If we can all team up, the way Swimmy did with all his other little fishes, we can establish our clout and credibility collectively in the upcoming years so that we can provide access to resources to our own community.

Forward Looking

Etsy is a young company: we're not yet three years old, the majority of our employees are under 35 years of age, and we have an exuberance that knows no age. We have certainly had our fair share of what I call "conducting our education in public," and this is something I am proud of.

Throughout the myriad challenges since we launched the website, we have worked day and night to see things through. We're in this for the long haul. We believe that the world cannot keep consuming the way it does now, and that buying handmade is part of the solution.

As Etsy grows, the responsibilities we have to our sellers also grow.

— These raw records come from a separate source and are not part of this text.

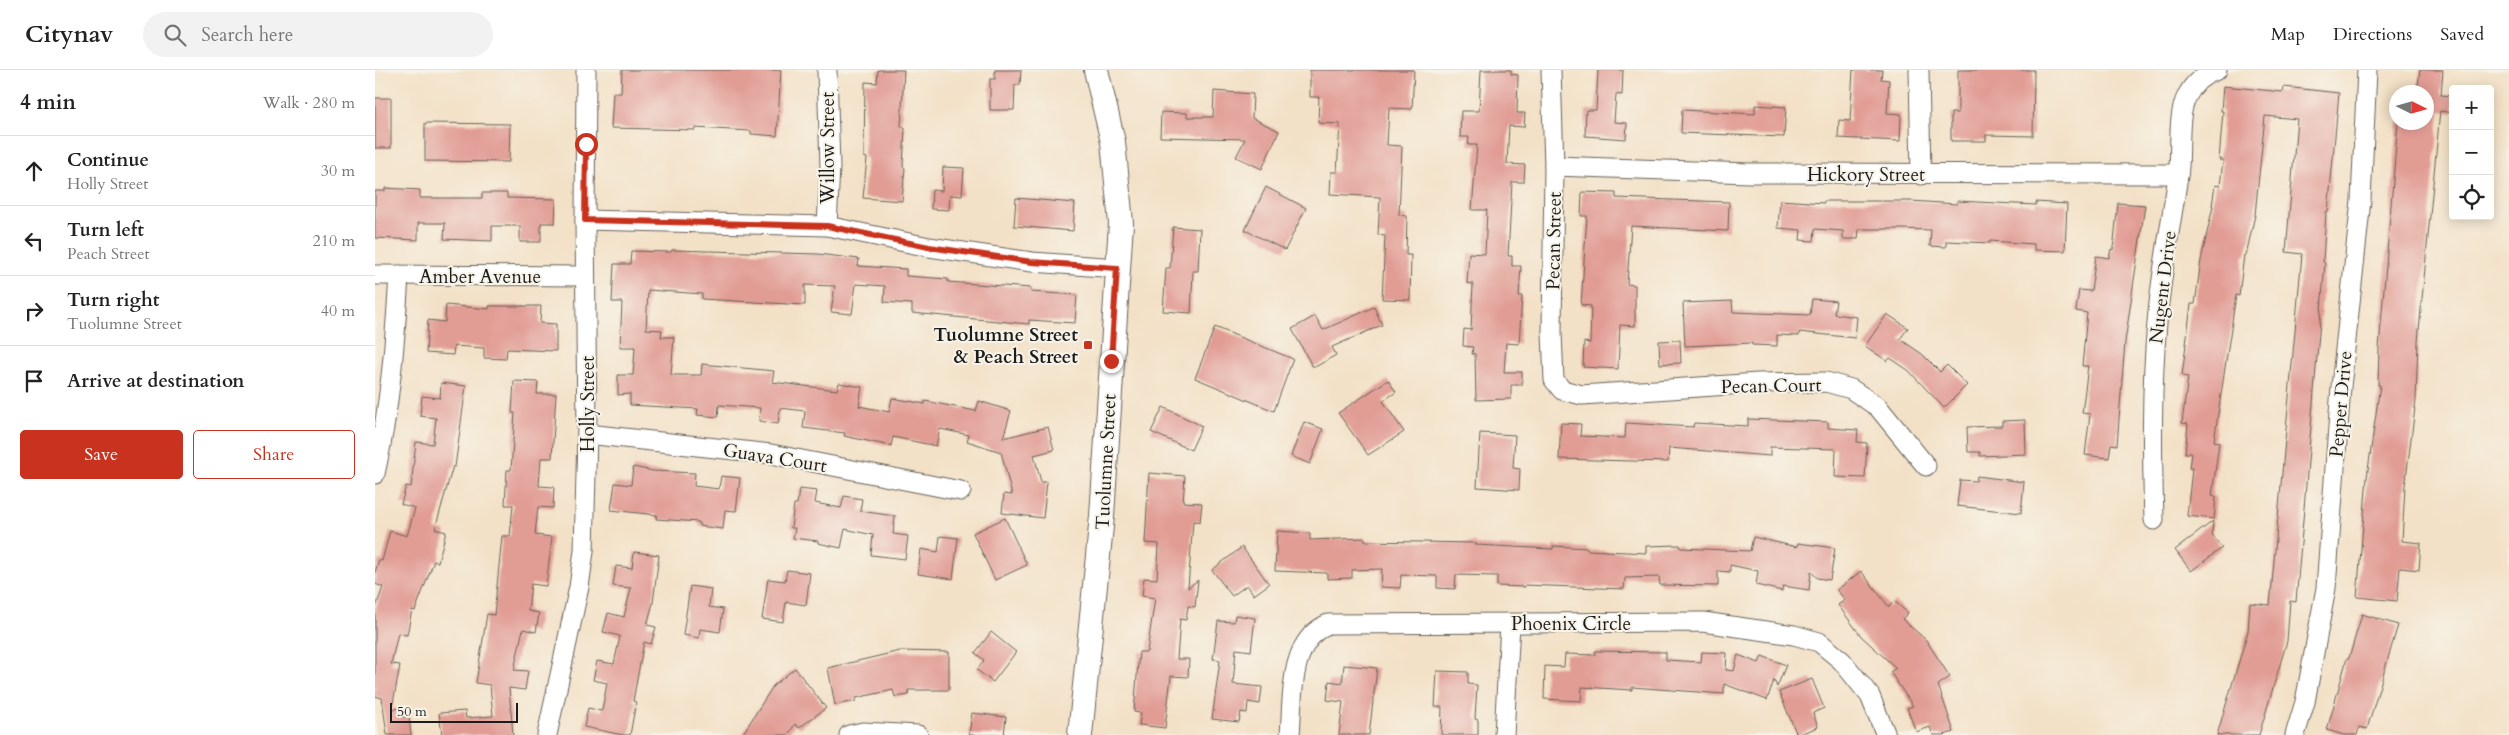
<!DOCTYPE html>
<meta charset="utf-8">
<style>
:root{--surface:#fff;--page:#f2f2f2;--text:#222;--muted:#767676;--line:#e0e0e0;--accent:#c8321e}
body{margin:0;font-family:Cardo,serif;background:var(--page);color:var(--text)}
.controls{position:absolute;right:15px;top:15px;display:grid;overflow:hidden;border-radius:5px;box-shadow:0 2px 12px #0003}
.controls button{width:45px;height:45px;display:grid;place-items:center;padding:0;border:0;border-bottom:1px solid var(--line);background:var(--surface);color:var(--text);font:25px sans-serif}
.compass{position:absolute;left:2014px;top:15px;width:45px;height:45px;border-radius:50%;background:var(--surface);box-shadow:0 2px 12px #0003;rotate:95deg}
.scale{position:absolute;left:15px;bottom:12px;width:128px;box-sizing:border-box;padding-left:5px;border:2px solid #1c1c1c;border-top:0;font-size:14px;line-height:18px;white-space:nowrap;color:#1c1c1c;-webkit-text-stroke:4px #f7f3e8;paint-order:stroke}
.stop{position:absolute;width:15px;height:15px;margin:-11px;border:4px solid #c8321e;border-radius:50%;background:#fff}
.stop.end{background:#c8321e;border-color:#fff;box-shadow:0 1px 5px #0008}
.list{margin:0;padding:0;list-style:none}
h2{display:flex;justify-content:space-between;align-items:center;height:65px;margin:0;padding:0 20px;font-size:21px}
h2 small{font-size:16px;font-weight:400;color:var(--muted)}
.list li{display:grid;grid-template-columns:32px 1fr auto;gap:15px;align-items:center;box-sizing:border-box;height:70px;padding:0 20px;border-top:1px solid var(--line)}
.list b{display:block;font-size:19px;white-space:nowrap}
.list p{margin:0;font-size:16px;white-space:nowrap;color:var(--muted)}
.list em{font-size:16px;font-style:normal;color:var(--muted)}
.actions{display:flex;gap:10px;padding:15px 20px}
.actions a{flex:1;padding:11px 0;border:1px solid var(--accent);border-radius:5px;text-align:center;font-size:18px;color:var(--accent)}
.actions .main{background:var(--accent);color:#fff}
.icon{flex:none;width:28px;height:28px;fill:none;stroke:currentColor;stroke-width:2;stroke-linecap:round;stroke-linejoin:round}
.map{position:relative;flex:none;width:2134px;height:665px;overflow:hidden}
header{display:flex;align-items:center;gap:30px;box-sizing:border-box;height:70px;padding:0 25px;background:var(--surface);border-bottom:1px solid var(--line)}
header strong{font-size:24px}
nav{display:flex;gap:28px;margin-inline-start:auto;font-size:18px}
.search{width:350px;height:45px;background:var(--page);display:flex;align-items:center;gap:12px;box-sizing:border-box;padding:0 18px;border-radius:28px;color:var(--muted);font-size:19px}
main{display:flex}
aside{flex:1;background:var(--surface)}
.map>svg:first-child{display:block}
.building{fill:#e19c94}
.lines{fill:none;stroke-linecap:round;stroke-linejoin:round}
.minor-casing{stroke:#676158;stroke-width:21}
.major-casing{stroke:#676158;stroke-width:26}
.minor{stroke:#fff;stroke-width:19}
.major{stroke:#fff;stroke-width:24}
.route{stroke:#c8321e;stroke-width:6}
.poi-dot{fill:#c8321e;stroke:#f7f3e8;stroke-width:2}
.labels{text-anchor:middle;stroke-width:4;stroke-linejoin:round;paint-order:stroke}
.street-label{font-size:19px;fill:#1c1c1c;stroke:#f7f3e8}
.poi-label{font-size:19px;font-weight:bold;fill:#1c1c1c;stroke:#f7f3e8;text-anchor:end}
</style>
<header>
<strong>Citynav</strong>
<div class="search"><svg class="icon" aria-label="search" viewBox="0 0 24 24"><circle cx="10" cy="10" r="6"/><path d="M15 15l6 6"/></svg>Search here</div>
<nav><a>Map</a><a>Directions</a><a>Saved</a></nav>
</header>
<main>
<aside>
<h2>4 min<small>Walk · 280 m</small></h2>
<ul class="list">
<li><svg class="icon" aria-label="ahead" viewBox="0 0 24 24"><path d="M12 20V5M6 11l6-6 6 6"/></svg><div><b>Continue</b><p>Holly Street</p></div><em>30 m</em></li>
<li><svg class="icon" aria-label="left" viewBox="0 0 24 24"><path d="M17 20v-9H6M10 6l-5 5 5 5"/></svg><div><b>Turn left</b><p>Peach Street</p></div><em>210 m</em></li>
<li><svg class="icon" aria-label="right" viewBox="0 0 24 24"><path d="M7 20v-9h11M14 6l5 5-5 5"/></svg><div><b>Turn right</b><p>Tuolumne Street</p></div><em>40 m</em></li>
<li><svg class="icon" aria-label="arrive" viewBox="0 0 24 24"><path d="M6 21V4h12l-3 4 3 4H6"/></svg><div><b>Arrive at destination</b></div></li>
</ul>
<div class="actions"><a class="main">Save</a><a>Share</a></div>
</aside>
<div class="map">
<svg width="2134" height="665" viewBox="0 0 2134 665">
<rect width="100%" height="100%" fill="#f7f3e8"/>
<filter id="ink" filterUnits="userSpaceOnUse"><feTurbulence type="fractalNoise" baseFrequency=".02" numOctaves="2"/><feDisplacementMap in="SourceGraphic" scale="10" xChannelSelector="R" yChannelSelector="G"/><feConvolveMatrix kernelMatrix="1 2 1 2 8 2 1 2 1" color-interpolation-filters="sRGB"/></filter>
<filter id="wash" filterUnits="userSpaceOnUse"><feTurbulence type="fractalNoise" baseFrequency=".0096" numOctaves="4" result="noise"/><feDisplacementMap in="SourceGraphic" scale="20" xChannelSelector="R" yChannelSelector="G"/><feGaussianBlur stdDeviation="1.12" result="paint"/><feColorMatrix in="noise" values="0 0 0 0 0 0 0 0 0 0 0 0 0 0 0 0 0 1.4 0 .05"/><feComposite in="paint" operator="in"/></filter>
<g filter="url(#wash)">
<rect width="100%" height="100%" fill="#f3e1c7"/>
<g id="blocks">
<g class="building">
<path d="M247,0h159l-4,66 -26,-2v-3l-56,-3v2l-84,-2 2,-35h8z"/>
<path d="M503,0h26l-3,57 4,1 -2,39 2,1 -3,33 -39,-3 4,-40 -3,-1 1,-75 12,1z"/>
<path d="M620,0h26l-1,15h-5l-1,25h-24v-31h5z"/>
<path d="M935,0h104l-2,39 -23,-1 -2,37 15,1 -3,69 8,1 -1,39h5l-1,45 -28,-1 3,-63 -7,-1 2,-38 -50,-3 1,-22h6l3,-48 -22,-1 1,-26h-9z"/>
<path d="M1106,0h30v4l7,1 -1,38h8l-1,14 -15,-1 -2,38 18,1 -1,17h-12l-4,74h4v10h9l-2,30h3l-3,48 -13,-1 -2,29h18v13h-11v14l-35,1 -1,-46h-3l1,-7 -10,-1 1,-17 7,1 2,-46 -6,-1 2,-30 16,1 2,-44h-15l5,-65h-9l1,-8h-9l1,-26h18z"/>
<path d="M1223,0h25l-1,25 -6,-1 -2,28 13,1 -1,16 -41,-3 1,-26h10z"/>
<path d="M1478,0h29l-1,9 8,1 -2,33 14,1 -1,27 -62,-3 1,-18 11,1z"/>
<path d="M1583,0h76l-1,66 -47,-1v6h-35v-28h7z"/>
<path d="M2045,0h23l-2,25 12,1v17l-13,-2 -22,230 -2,59 -11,86 -3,55 19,2 -2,27 -19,-2 -3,33 -40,-4 10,-120 13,-92h-2l1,-37 19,-226h29v-30h-10z"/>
<path d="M1848,16l60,6 1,-5 55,6 -11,119h-2l-3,50 2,1 -29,339 -6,-1 -3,40 -28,94h-42l31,-104 2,-28 20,2 32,-351 -16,-2 11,-133 -32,-3 -10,99 -9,40h-2l-5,41 -3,-1 -22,146 5,1 -7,54 4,1 -2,22 -27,-3 5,-48h-3l2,-15h-6l3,-29 -6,-1 6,-46 -6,-1 9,-72h4l6,-44 12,-54h-1l3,-21 5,1 3,-26h-4l4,-49h-2z"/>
<path d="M839,21l39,3 -1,24 27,13 -17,38 -26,-12 9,-18 -85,-2 1,-25 26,1v4h26z"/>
<rect x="0" y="28" width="16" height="50"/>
<path d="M1380,35l31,2 -2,30 -103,-4 1,-23 73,4z"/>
<path d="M50,53l85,1 -1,38 -84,-1z"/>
<path d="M568,97l21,1 -2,28 -12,-1 -1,15 -18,-1 1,-19 10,1z"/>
<path d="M891,117l40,21 -21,42 -40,-20z"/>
<path d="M10,118l35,2v8h62v-5h25v5l49,1 -1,24h-14v19h-21v-16h-28v15l-48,-2 1,-16h-27v17l-43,-2v-47h10z"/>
<path d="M1207,122l34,1v5l113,4 -1,29 -97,-5 -4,58 8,1v41l-15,-1 -2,44 -35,-2 1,-25 6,1 1,-37 -10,-1 6,-89h-6z"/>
<path d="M641,128l59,5 -2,28 -59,-5z"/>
<path d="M1405,130l44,3v-2h87l46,3v-3l79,4v-3l31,2 -2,47 -31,-1v-6l-44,-3v2l-44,-2v6l-16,-1 1,-16 -29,-1h-43l-1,10h-15v-8l-28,-2 -1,12 -14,-1 1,-10 -23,-2z"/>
<path d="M1743,133l27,2 -20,137 -8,103 -6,-1 -2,14 -24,-3 5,-41 -8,-1 6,-47h-6l5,-53 -11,-2 3,-21 12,1 5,-35 13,2 2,-9 2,1z"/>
<path d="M798,157l27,2 -2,42h-5l-2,42 -28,-2 3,-43h4z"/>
<path d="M297,180l146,4 41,5 -1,7 48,3v7l42,3v3l83,6v4l46,3 -2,28 -46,-3v4l-117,-11v-9l-28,-2 1,-16 -29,-2 -4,30 -21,-2 4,-26 -30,-1v20l-103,-6v-5l-54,-4 -2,39 16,1 -1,7h13l-3,38h30l1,-11 72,7 -2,11 65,8 2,-7 23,4 -3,19 30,6 3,-14 33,6v-3l51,10 3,-10 32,10 -8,27 45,-11 6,23 -20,5 7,27h6l-4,36 -41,-5 2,-19 8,1 -11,-43 -34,-11 2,-6 -29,-6 -4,17 -43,-9 -2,9 -47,-10 1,-3 -42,-5 2,-17 -25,-3 -2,16 -19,-3 1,-13 -41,-3 -1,12 -21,-2 1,-6 -68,-4v-11l-12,1v-20h15l2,-28h-15l2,-45h-10l2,-38h16l1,-13 40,1z"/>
<path d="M1437,229l24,2 -2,13 23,3 -2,21 -56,-6v4l-22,-1v11l-25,-1v-2l-67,3 -2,-43 49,-2 1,11 77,3z"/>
<path d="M71,235l43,4v-3h52l-1,17 16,1v27l-49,-2 -1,10 -22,-1v-10l-30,-2 -1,9 -27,-2 2,-33 17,2z"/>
<path d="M999,237l8,18 -50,22 4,8 -19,11h-5l-20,-37 23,-13 8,14z"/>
<path d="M1512,244l21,14 -8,11 22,15 18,18 7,-7 20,20 -23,23 -36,-38 -18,-12 -3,3 -22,-15z"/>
<path d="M840,257l78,32 -19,52 -79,-33z"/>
<path d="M1305,270l1,23 -21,1 -1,-23z"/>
<path d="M1013,310l8,12 -13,9 21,31 -36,23 -30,-42z"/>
<path d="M139,311l24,1 -1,12h19l-4,64h-11l-2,28 15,1 -1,21 -15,-1 -3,28 17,2 -6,49 -15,-2 -3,27 11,2 -3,19 -13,-3 -9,41 14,1 -3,19 -16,-2 4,47h-71l-3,-22 26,-2 1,7 27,-2 -3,-31 -14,-2 11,-69 7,1 8,-79h8l3,-31h-8l2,-35h4l4,-57h-3z"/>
<path d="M66,313l25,3 -11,81 -2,-1 -18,63 11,3 -8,30 -4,-1 -19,50 -3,-1 -5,25 -9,-2 -7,31 9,1 -8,44 10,-1 1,9 6,-1 2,19h-24l-5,-37 -7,-2v-86l8,-23 -8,-3v-12l4,-12 3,1 8,-30 17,5 8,-28 -14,-4 5,-18 5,1 5,-45 17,2 3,-26 -16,-2 2,-20 18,2z"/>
<path d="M788,337l39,19 -11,24 -40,-18z"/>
<path d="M1373,349l80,3v6l30,2 -1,12 10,1 -2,35 -30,-1 1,-28 -66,-2v9l-101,-8 -1,14 -109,-3 2,-36 20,1 -1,12 45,2 1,-15 67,4 1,-4 54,3z"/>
<path d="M1650,350l1,34 -46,2v-4h-12l-1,-25 35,-1v-5z"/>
<path d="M929,352l19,7 -13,35 -19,-8z"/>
<path d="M1105,363l35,2 -2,33 7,1 -1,21 -42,-3z"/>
<path d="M258,397l20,4 42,2 -1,13 25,3 2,-13 19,2 -4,33 -11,-1 -2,19 -24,-3v-4l-43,-3 1,-4 -46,-5 4,-27 16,2z"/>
<path d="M774,403l36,3 -2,26 19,1 -2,19 -7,-1 -5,67 10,-8 -3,27 -7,-1 -2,14 -6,-1 -3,40h12l-1,18 -17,-1 -6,52 -26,-3 2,-12 -7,-1 5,-60h8l8,-54 -13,-2 2,-18 13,1 2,-35 -14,-1z"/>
<path d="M1602,406l47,6 -3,31 -64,-7 3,-26 16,1z"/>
<path d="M424,419l18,2 -2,12 26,5 3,-12 18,3 -2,12 35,5 -2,18 15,2 -3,23 -34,-4 2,-20 -28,-6 -4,19 -23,-5v-2l-25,-3 2,-10h-4l3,-24h3z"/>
<path d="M630,448l22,47 -32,15 -22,-47z"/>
<path d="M1838,451l-1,14 10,13 -31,23 -16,-21z"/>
<path d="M902,461l33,2v7l55,-2v3l111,2v2l77,4v-3l34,2v2l59,3v-7l34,-1 1,3 69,3 3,-14 44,10 1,-4 37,5 -5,32 -13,-2 -6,-7 -2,19 -26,-4 -1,5 -26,-6 2,-14 -28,-6v7l-12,-1v15l-58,-1 -1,-8 -34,1 -1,11 -99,-4v2l-28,-1v-10l-41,-1 -1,14 -18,-1v-12l-36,-1 -1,13 -19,-1 1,-18 -30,1v8l-25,1v-6l-52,-2z"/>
<path d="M565,466l18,2 -5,41 -35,-5 3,-25 17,3z"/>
<path d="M867,477l27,37 -15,11 -7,-10 -15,11 -20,-26z"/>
<path d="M259,482l25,3 -6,48 -6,22 9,2 -5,17 -7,-2 -11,59 3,1 -6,33h-7l-39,-8 4,-19 14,3 5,-28 -14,-3 4,-19 17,3 6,-28 -17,-4 5,-19 16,4 7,-29 -18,-2 3,-20 16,2z"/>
<path d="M412,500l23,3 -4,32 -20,-3 -3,20 -21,-3 6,-40 17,2z"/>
<path d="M1486,501l28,36 5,-6 14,12 -6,6 24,21 24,37 -12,8 16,47 -10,3h-11l-3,-8 -14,5 -9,-24 6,-2 -23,-34 6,-4 -35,-32 -23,-31 7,-5 -8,-10z"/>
<path d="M315,516l21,3 -2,18 14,2 -3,23 -20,-3 -1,9 -16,-3z"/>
<path d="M1987,544l36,11 -31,104 -8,-2 -2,8h-13l-17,-5 20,-72h2z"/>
<path d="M860,545l20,3 -4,33 -15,-2 -3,35 29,3 -2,17 -12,-2 -1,11 -6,-1 -2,10 -27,-3 8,-59 -7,-1 5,-38 16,1z"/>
<path d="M616,562l25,20 -23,30 -16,-12 7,-10 -9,-7z"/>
<path d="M525,581l49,1v38h-41l1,5 -14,2 -2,-7 -37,8v3l-21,4 -7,-37z"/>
<path d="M1220,581l71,1v8l35,2 1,-10 25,1 -1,17 8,1 4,-16 21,8 3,-7 24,9 -9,22 -3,-7 -7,20 -43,-16v10l-92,-7v3l-50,-3 -1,14 -37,-2 1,-33 19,1 1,-13 30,1z"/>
<path d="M969,595l33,3 -8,67h-30l4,-33 -16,-2 2,-19 13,2z"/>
<path d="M420,598l31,40 -27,20 -4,-4 -7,11h-46l31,-49z"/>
<path d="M1062,601l31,1v12l9,1 -2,34 3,1v15h-37l1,-28h-7z"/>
<path d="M1437,609l12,29 -11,5 5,14 -21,8 -18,-43z"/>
<path d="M597,643l34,4 -2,18h-35z"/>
</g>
</g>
</g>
<g filter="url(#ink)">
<use href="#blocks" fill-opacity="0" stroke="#676158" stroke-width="1"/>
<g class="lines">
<defs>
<g id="minor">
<path d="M452,0l3,97 -3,59"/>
<path d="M1176,0l3,96 -2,167 2,47 8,10 20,5 176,-12 68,-1 25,7 27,18 48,59"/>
<path d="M1544,0l2,105"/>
<path d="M1179,96l195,7 429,1"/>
<path d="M210,150l242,6 102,21 103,15 85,6"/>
<path d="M0,205l210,1"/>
<path d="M212,364l184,20 190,37"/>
<path d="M0,404c15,-66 20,-132 24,-199"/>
<path d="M1779,450c-2,-66 -3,-131 3,-197 4,-50 14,-98 21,-147 4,-23 -2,-59 9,-80 6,-12 17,-22 30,-26"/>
<path d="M172,665l32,-148 5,-36 3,-117 -2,-214 1,-150"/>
<path d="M474,665l14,-3 55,3"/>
<path d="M915,665c3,-36 -2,-94 38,-111l375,-2 91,13 25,7 23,19 28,35 16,39"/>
<path d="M1129,665l6,-111"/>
<path d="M1920,665l10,-33 21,-114 15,-201 20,-187 6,-130"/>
</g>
<path id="major" d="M705,665l22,-219 19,-293 -8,-81 -17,-72"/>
</defs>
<use href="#minor" class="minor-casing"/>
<use href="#major" class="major-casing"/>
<use href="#minor" class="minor"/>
<use href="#major" class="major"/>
</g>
</g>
<g class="lines" filter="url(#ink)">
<path class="route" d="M211,74l-1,76 242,6 102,21 103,15 85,6 -6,93"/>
</g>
<rect class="poi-dot" x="708" y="270" width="10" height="10" rx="2.5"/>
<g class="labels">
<g class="street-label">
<text transform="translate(452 78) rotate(-90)" y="7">Willow Street</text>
<text x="1491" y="111">Hickory Street</text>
<text transform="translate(1178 171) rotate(-89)" y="7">Pecan Street</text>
<text x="105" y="213">Amber Avenue</text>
<text transform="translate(1787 217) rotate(-83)" y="7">Nugent Drive</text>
<text transform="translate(1396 315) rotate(-1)" y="7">Pecan Court</text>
<text transform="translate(212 334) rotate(-90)" y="7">Holly Street</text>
<text transform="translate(1965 334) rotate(-85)" y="7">Pepper Drive</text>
<text transform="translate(400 387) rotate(9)" y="7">Guava Court</text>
<text transform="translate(730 392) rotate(-87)" y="7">Tuolumne Street</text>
<text x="1196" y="560">Phoenix Circle</text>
</g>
<g class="poi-label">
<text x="703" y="271">Tuolumne Street<tspan x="703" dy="22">&amp; Peach Street</tspan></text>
</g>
</g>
</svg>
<div class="controls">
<button>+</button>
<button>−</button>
<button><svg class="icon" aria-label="locate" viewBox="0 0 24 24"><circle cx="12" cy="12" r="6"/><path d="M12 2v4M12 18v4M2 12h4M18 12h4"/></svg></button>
</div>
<svg class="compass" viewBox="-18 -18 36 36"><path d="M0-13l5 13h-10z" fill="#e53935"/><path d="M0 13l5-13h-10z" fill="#767676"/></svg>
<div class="scale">50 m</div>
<div class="stop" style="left:211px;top:74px"></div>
<div class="stop end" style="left:736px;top:291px"></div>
</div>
</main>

It is humbling to know that people's incomes depend on a service we provide, and inspiring to watch more and more people make a living from their Etsy shops.

The second half of our first five years will be a thrill. I am enthralled by the possibilities of what we can accomplish, and we will work unceasingly to make things happen.

I hope we'll see our world take several huge steps in the right direction, and that we'll all not only take these steps together, but lead the way.

love,
Rob

P.S. I have been hugely inspired by two books: Deep Economy by Bill McKibben, and Banker to the Poor by Muhamamd Yunus. I'm going to restart the Etsy Book club so we can all read these (and many other) books together, and share our thoughts.

P.P.S. I'm planning another Town Hall, so please think up any questions and post them in the comments. I'll gladly answer them during the online meetup.